• EXTRACTED INFORMATION:
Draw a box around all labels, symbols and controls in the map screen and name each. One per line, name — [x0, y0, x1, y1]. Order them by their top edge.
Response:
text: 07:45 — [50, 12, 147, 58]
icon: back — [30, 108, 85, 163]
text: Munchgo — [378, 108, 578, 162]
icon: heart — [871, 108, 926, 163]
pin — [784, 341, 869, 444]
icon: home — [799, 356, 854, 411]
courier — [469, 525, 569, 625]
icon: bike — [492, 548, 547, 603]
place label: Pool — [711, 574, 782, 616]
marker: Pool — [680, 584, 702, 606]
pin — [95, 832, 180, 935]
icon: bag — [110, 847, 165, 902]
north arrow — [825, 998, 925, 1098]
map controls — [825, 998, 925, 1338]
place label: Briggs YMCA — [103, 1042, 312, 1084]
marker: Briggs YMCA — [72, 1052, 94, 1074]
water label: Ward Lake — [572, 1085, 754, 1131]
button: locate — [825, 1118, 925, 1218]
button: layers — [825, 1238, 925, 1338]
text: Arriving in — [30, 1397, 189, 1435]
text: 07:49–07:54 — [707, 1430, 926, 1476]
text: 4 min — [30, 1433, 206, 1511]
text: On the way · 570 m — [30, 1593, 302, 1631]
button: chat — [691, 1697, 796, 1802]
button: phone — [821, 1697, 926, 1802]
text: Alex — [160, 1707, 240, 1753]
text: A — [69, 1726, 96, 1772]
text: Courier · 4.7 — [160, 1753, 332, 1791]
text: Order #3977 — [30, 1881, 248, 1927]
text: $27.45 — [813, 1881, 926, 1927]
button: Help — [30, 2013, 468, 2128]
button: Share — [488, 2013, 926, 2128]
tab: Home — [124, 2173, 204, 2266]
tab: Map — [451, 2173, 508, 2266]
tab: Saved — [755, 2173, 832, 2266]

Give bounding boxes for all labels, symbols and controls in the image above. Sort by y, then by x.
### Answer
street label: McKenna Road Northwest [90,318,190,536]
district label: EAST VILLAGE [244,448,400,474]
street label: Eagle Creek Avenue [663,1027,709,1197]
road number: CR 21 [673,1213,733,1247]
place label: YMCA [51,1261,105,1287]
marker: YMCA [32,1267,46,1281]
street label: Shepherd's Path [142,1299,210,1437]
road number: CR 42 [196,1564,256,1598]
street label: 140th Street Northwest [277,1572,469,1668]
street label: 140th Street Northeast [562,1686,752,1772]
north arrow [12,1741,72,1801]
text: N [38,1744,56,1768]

• WORK INSTRUCTION:
Where a line in the listing above includes the string "place", copy that line.

• ANSWER FOR THIS EXERCISE:
place label: Pool — [711, 574, 782, 616]
place label: Briggs YMCA — [103, 1042, 312, 1084]
place label: YMCA [51,1261,105,1287]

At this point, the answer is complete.